Morgan: “Parents told us it’s important that their kids have an amazing experience where they learn. For them, the key is that in one glance, they can have an overview of their kid’s financial world, with the proper parental controls, and they can see the evolution.”
6 months and around 40 app releases later, they opened for everyone with a Back-to-School campaign in September.
Rise’s key audience is children that start going to high school. The challenge for Rise is to convince parents to open an account for their children’s money management with them instead of a traditional bank.
The feedback from parents taught them that they are not looking for an educational platform for their children to manage their money. The app should not replace the parent’s job to educate their children, but it should open the discussions for education.
Morgan: “The very first priority was how to make a super engaging experience, super simple, super playful, so kids feel connected to their bank and use it for more than just card payments. From there on, you incorporate more tools, not only an account to spend but also an account to save money with saving goals. So, they are actually making their trade-off with their money.”
The Biggest Challenges and Success Stories Over the Past 12 Months
Launching a bank goes with ups and down. Luckily, the young team is backed by a few senior non-executive banking veterans who advise them constantly.
Morgan explained that his biggest challenge over the past 12 months was meeting the deadlines in the development roadmap. Of course, building a bank in 2 years at his age is very ambitious. Morgan was 20 when they started the project.
Once they had the minimum viable product in March, they needed to build new iterations to improve the product and the onboarding process. The near-future challenges are the more strategic dilemmas: what are the next steps for more financial education and a higher level of financial knowledge of youth?

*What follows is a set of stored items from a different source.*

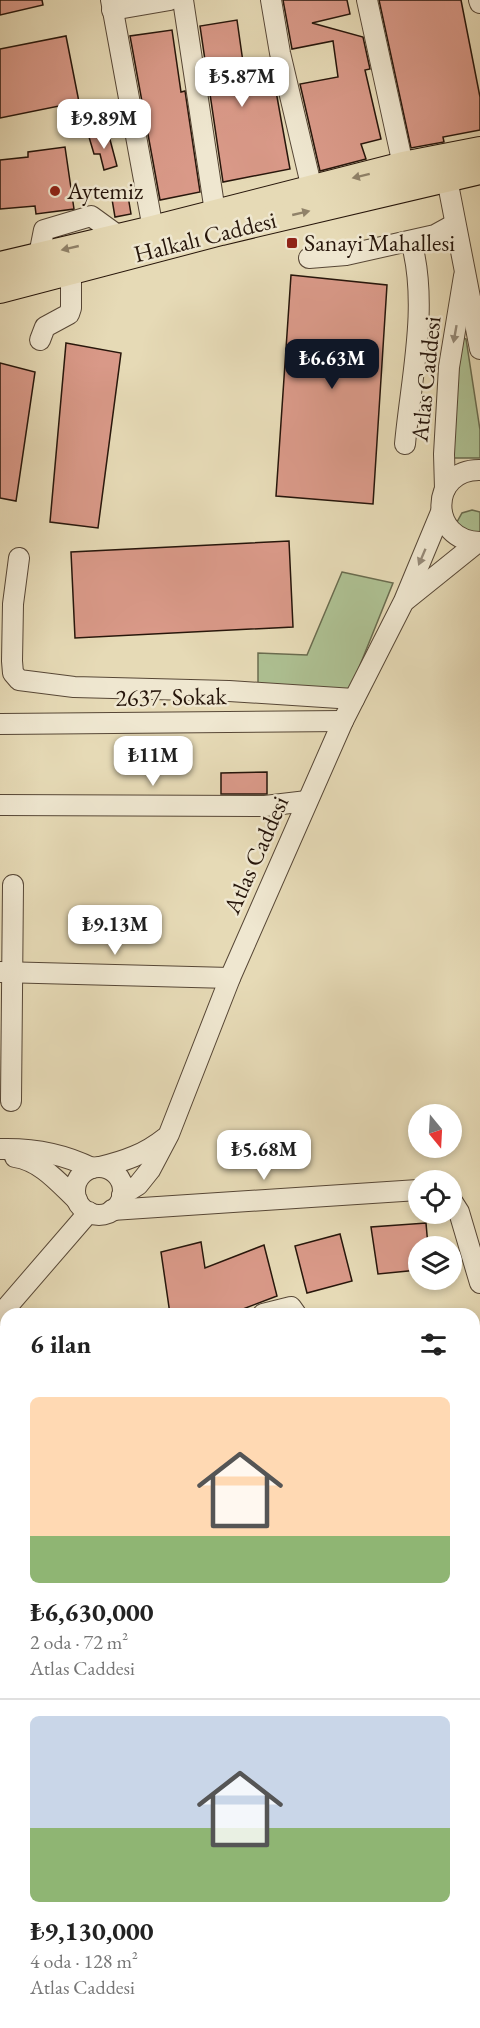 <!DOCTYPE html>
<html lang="tr">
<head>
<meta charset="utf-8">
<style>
  :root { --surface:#fff; --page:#f2f2f2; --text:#222; --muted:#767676; --line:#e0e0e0; --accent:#111827 }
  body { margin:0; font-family:"EB Garamond",serif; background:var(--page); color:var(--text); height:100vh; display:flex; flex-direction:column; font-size:22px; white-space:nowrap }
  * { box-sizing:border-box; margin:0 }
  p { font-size:20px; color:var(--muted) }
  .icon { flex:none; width:33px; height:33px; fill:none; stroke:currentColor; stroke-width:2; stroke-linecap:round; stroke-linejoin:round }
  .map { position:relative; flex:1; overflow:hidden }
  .drawer { position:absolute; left:0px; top:1308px; width:480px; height:720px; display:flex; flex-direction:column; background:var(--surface); border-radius:18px 18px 0 0; box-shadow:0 3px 9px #0003 }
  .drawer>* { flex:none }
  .needle { width:39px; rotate:162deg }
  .tools { position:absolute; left:408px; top:1104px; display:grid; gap:12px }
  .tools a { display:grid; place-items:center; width:54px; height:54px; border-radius:50%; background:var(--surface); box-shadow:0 3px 9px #0003; font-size:30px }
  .price { position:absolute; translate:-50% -51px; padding:0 14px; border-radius:12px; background:#fff; color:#222; font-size:20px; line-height:39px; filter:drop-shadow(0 2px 3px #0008) }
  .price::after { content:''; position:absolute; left:50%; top:36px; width:18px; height:14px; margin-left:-9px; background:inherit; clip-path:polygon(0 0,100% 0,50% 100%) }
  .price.on { background:var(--accent); color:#fff }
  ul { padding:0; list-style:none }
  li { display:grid; align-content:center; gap:12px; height:318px; padding:0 30px }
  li+li { border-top:2px solid var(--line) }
  li span { display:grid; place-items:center; height:186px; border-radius:9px; color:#555 }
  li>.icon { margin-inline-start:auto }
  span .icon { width:108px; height:108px; fill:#fffc; stroke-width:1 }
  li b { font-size:26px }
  h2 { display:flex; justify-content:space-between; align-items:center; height:72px; padding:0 30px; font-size:26px }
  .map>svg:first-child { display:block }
  .green { fill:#aec193; stroke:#6a6c4f; stroke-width:1.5 }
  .building { fill:#d99988; stroke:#27160b; stroke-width:1.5 }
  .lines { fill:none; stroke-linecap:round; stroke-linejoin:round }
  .minor-casing { stroke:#574736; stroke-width:22 }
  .major-casing { stroke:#27160b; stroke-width:28 }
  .minor { stroke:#efe7d0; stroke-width:20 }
  .major { stroke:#e6dab6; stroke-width:26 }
  .oneway { fill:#908269 }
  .oneway2 { fill:#958977 }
  .poi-dot { fill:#8f2418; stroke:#efe7d0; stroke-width:2 }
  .labels { text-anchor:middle; stroke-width:5; stroke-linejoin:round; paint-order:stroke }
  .poi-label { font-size:24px; fill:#27160b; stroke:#efe7d0; text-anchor:start }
  .street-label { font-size:24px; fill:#27160b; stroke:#efe7d0 }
</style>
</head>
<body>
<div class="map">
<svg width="480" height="2028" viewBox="0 0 480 2028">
  <rect width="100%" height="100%" fill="#e6dab6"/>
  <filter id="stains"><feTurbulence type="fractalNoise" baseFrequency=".00333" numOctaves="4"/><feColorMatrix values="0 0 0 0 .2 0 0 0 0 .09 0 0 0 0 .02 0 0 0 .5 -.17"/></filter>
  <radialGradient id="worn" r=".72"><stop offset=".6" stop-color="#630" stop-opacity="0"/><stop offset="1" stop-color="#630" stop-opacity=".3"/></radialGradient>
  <!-- green -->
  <g class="green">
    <path d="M461,338L466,339L480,430V458H450Z"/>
    <path d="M472,510L480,512V540L468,542L457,522L462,513Z"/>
    <path d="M342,572L393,583L350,690L258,689V653L307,655Z"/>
    <path d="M6,1360V1566L0,1562V1369Z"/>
  </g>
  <!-- building -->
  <g class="building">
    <path d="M0,0H42L43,5L0,15Z"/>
    <path d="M283,0H347L350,14L312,23L363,37L370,69L365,70L381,139L361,144L366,159L320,171L300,84L338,77L333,41L292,49Z"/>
    <path d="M379,0H461L480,97V130L443,137L444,142L411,148Z"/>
    <path d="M237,20L245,76L272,69L290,169L223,182L200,26Z"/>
    <path d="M172,30L181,92L185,91L200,192L160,200L130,36Z"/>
    <path d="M66,36L79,102L0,118V49Z"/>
    <path d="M108,132L117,166L104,170L100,154H94L89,137Z"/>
    <path d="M65,147L74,209L36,214L35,206L0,209V160L28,157V152Z"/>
    <path d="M128,196L131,214L115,217L112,199Z"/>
    <path d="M291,275L387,285L373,504L276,496Z"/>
    <path d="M66,343L121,353L98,528L50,522Z"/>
    <path d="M0,363L35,372L16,501L0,498Z"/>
    <path d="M289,541L293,627L75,638L71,552Z"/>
    <path d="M267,772V794H221V773Z"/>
    <path d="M426,1223L428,1246H418V1270L378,1274L371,1227Z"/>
    <path d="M340,1234L352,1281L307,1293L295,1246Z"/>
    <path d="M201,1242L205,1268L264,1245L277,1296L230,1314H170L161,1252Z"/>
  </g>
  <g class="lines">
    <defs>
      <g id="minor">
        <path d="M111,0L153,229"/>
        <path d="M183,0L215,212"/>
        <path d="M271,0L280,53L312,189"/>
        <path d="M367,0L403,165"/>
        <path d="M479,0L480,3"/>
        <path d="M112,10L170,0"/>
        <path d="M447,179L480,349"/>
        <path d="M39,255L44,230L91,216L120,237"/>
        <path d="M309,258L346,255L435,235L455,224"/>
        <path d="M40,340L45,327L69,314L71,308V271"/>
        <path d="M405,444C411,378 429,305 411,241"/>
        <path d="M480,470C429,469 428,541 480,542"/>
        <path d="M445,489L444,454L449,367L464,276"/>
        <path d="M19,558L13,604L12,661L13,673L19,680L74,687L229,691L354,699"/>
        <path d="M406,600L478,542"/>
        <path d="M0,724L343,721"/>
        <path d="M0,805L265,806L307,801"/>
        <path d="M0,972L230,978"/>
        <path d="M11,1101L13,885"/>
        <path d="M0,1149C33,1148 62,1153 92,1168"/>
        <path d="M15,1157C41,1161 58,1182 77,1200"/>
        <path d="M100,1167C125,1161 145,1154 165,1138"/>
        <circle cx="99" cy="1191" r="24"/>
        <path d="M122,1195L138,1185L150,1170L169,1134L230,978L343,721L404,601L441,512"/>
        <path d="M452,1201L459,1212L480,1283"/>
        <path d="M112,1210L418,1190"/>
        <path d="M263,1314L291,1307L296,1314"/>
        <path d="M0,1315L89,1212"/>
        <path d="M0,1569L2,1568L6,1574"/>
        <path d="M0,1688L6,1697"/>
        <path d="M474,1736L480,1753"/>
        <path d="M0,1924L6,1938"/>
        <path d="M42,2022L45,2028"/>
        <path d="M144,2022L146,2028"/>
        <path d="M260,2022L264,2028"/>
        <path d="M460,2022L465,2028"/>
        <path d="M342,2028L349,2022"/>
      </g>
      <g id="major">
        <path d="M0,265L153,229L403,165L480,150"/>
        <path d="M0,290L221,232L480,171"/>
        <path d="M474,1440L480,1435"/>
        <path d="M474,1476L480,1471"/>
        <path d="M0,1790L6,1793"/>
        <path d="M0,1834L6,1842"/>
        <path d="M0,1877L6,1868"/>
        <path d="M0,1916L6,1914"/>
        <path d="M188,2022L192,2028"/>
        <path d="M218,2022L222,2028"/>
      </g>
    </defs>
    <!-- minor casing -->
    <use href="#minor" class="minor-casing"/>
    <!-- major casing -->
    <use href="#major" class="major-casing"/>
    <!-- minor -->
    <use href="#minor" class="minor"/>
    <!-- major -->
    <use href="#major" class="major"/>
  </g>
  <!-- one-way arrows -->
  <defs><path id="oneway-solid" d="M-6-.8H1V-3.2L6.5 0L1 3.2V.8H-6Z" transform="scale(1.5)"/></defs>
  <g class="oneway">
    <use href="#oneway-solid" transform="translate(361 176) rotate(166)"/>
    <use href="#oneway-solid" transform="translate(301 213) rotate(-13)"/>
    <use href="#oneway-solid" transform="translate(70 248) rotate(167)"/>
  </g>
  <g class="oneway2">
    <use href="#oneway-solid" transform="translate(455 334) rotate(100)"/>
    <use href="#oneway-solid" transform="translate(422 557) rotate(113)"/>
  </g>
  <!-- markers -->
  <g class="poi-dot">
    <circle cx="55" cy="191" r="6"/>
    <rect x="286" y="237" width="12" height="12" rx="3"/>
  </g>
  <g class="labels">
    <!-- poi labels -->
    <g class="poi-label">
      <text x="67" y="199">Aytemiz</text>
      <text x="304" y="251">Sanayi Mahallesi</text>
    </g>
    <!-- street labels -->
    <g class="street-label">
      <text transform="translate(205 237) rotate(-14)" y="8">Halkalı Caddesi</text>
      <text transform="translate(426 379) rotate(-84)" y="8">Atlas Caddesi</text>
      <text transform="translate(171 697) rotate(-1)" y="8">2637. Sokak</text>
      <text transform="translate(256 855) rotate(-66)" y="8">Atlas Caddesi</text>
    </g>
  </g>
  <rect width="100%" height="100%" filter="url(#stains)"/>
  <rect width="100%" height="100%" fill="url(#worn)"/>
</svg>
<div class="tools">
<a><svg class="needle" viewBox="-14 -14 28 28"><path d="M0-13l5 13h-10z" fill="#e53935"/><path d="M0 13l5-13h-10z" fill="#767676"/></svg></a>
<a><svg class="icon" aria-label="locate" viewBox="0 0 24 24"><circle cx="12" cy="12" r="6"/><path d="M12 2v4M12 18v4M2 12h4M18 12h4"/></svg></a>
<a><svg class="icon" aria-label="layers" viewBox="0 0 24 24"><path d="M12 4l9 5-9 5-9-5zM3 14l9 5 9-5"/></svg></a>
</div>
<b class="price" style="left:242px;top:108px">₺5.87M</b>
<b class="price" style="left:104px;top:150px">₺9.89M</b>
<b class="price on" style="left:332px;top:390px">₺6.63M</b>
<b class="price" style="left:153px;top:787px">₺11M</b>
<b class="price" style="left:115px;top:956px">₺9.13M</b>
<b class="price" style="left:264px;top:1181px">₺5.68M</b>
<section class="drawer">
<h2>6 ilan<svg class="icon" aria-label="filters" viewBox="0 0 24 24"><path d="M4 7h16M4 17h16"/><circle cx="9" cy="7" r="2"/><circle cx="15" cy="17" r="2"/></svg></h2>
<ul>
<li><span style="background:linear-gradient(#ffd9b3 75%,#8fb573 0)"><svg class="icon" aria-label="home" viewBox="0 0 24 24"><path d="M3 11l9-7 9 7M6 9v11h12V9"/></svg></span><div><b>₺6,630,000</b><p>2 oda · 72 m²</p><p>Atlas Caddesi</p></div></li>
<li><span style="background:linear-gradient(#c9d6e8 60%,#8fb573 0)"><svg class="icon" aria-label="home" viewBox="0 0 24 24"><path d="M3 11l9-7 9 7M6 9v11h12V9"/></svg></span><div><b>₺9,130,000</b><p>4 oda · 128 m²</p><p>Atlas Caddesi</p></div></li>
</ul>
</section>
</div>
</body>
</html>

Successfully dealing with these challenges is also what Morgan is most proud of: “the period that gave me the most satisfaction was the improvement period since March: seeing the feedback of families improving day after day, release after release was impressive. By the end of this summer, parents started saying they were completely open to discussing with their children about money. Children came to us and said they made conscious trade-offs about spending the money with their Rise card or putting it in their savings to achieve their savings goals faster instead. Hearing all the gives me the most energy today.”

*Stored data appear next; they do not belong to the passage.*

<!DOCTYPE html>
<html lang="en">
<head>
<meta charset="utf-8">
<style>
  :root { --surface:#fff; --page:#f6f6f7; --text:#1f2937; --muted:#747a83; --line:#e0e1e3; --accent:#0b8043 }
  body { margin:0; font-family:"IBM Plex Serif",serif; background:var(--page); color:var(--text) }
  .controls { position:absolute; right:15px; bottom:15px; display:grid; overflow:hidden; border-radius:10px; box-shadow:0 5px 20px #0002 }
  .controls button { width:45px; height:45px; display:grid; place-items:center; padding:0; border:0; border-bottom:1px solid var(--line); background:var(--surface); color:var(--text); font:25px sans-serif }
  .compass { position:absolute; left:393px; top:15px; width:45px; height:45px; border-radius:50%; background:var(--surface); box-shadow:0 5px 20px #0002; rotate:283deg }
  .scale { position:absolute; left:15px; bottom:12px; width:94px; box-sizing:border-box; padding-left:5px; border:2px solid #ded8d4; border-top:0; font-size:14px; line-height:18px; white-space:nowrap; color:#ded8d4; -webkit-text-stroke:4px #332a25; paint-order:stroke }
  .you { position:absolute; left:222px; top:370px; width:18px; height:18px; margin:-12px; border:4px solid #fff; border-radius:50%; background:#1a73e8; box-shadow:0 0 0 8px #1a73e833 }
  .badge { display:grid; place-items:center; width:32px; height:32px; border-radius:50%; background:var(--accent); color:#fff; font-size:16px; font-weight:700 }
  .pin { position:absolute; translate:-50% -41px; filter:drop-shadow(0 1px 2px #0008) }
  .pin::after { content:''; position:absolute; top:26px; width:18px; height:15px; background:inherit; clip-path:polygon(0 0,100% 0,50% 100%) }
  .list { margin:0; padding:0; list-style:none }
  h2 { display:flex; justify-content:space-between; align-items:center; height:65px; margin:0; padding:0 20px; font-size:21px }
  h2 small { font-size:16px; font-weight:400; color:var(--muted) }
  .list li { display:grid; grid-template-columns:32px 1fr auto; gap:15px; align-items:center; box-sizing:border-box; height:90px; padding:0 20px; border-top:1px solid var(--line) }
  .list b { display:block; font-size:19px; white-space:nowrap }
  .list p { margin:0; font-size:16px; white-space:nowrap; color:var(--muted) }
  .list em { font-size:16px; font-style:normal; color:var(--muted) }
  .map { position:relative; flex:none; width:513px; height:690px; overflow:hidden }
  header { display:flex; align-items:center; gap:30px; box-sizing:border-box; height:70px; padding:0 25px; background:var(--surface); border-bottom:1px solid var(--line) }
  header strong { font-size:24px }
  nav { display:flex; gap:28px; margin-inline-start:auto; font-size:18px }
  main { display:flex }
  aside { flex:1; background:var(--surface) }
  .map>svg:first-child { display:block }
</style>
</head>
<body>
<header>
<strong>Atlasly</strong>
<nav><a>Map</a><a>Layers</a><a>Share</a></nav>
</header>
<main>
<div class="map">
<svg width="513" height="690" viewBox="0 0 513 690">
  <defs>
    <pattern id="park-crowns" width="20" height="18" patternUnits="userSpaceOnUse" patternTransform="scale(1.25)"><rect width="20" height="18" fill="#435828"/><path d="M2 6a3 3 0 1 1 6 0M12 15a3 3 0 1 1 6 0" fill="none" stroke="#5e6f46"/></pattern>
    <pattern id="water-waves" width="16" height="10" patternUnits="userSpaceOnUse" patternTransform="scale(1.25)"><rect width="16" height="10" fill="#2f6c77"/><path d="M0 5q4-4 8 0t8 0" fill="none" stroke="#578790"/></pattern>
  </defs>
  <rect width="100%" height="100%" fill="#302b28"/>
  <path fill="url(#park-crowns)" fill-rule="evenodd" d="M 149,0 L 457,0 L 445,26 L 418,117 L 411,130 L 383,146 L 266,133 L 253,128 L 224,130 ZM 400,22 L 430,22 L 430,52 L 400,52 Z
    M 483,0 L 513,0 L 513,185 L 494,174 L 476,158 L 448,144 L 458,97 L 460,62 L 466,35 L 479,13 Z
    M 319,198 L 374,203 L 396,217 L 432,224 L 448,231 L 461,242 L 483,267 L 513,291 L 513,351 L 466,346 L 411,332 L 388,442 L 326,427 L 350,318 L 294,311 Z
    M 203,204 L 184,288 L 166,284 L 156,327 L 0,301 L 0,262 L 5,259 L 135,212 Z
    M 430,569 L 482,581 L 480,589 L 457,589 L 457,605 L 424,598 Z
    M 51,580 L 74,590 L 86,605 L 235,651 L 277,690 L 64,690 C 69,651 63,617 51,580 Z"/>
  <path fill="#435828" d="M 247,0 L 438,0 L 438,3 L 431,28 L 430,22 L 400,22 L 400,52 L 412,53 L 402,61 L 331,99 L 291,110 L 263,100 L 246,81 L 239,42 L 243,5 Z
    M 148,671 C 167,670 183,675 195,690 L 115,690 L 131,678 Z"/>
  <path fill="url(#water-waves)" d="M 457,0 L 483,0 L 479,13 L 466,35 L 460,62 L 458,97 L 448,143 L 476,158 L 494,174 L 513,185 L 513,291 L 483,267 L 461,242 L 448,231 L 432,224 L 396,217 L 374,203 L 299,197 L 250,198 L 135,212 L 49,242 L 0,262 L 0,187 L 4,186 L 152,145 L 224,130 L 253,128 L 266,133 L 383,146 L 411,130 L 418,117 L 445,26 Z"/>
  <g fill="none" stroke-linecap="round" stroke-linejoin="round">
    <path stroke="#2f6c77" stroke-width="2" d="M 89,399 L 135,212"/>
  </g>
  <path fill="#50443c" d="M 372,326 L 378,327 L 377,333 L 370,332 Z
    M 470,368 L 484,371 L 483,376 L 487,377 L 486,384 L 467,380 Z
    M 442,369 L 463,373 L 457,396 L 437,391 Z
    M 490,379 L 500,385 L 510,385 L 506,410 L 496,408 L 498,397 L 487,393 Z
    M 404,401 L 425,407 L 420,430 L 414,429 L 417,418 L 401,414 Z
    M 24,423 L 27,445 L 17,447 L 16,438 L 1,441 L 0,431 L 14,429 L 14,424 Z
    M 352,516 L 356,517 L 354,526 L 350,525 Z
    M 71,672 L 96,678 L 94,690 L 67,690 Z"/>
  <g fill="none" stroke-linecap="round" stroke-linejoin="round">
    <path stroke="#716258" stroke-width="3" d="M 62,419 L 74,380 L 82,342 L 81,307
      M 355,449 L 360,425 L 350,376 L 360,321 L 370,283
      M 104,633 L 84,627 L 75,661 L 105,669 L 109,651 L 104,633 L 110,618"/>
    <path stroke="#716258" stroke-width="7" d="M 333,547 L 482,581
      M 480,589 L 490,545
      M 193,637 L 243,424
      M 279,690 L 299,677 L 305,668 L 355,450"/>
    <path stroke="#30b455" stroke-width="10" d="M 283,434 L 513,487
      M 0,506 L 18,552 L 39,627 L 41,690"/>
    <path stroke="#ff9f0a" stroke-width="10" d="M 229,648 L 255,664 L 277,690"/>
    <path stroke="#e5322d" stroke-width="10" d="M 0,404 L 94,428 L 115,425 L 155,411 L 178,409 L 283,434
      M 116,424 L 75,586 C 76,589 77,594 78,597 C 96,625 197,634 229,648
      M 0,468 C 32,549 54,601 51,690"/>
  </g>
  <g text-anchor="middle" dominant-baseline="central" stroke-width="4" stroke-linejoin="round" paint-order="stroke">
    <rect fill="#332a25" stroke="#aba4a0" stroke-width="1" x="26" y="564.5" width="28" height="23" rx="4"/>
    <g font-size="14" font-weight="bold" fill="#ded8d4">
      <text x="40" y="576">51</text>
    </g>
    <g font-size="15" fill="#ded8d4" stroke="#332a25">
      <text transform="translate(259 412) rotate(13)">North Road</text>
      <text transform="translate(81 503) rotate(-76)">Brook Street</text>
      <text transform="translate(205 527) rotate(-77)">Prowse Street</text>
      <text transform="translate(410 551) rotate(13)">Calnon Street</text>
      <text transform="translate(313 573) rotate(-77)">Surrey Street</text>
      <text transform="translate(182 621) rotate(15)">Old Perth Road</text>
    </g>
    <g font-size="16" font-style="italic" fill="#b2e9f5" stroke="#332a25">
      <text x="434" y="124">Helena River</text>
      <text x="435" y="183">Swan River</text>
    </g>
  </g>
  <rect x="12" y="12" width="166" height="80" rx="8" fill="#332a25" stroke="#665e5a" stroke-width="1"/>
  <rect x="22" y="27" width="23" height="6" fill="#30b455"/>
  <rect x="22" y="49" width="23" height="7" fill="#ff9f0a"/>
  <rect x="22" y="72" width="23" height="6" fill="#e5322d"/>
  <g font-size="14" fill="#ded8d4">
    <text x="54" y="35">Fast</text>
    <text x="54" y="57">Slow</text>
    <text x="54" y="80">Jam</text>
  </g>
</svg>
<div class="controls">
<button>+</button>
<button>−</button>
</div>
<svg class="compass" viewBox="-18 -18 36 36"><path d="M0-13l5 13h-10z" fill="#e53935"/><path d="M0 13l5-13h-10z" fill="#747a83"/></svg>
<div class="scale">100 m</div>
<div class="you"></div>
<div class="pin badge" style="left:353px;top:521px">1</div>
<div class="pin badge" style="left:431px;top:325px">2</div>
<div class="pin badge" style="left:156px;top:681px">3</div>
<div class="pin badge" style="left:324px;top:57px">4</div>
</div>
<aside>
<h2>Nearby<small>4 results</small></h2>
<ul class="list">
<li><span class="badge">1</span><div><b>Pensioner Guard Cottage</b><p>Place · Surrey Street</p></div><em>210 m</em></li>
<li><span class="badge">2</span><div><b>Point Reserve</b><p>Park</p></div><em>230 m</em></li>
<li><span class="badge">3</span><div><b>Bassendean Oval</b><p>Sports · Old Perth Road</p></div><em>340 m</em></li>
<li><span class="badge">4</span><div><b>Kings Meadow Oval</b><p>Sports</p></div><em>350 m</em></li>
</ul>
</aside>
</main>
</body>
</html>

One of the Back-to-School campaign’s most surprising side effects was the attention they got from incumbent banks that wanted to see if Rise was open to investigating the opportunity to set up a collaboration or a B2B offering to help these incumbents with the challenge of financial education.
All that was, of course, a CEO talking. Digging deeper, we learned that Morgan had another, more personal success story: he achieved spending time with one of his favourite Fintech role models. After an introduction by a Revolut executive, Morgan was invited for dinner in Amsterdam with John Collison, the Founder and President of Stripe.
Typical for Morgan’s drive was that he immediately added what he learned from him: “what matters is almost at all costs, we built a product 10X better than anything else, and everything follows.”
Over the past 12 months, I had the chance to speak to Morgan a few times, and he keeps surprising me with the fast evolution, not just of the company but also personally. He is only 23 years old and successfully building a B2P offering, and in parallel, they are now looking at the B2B market to see if that could help them to achieve their mission faster.
I’m curious: if they can build an offering that is 10X better than the rest, where will this adventure stop?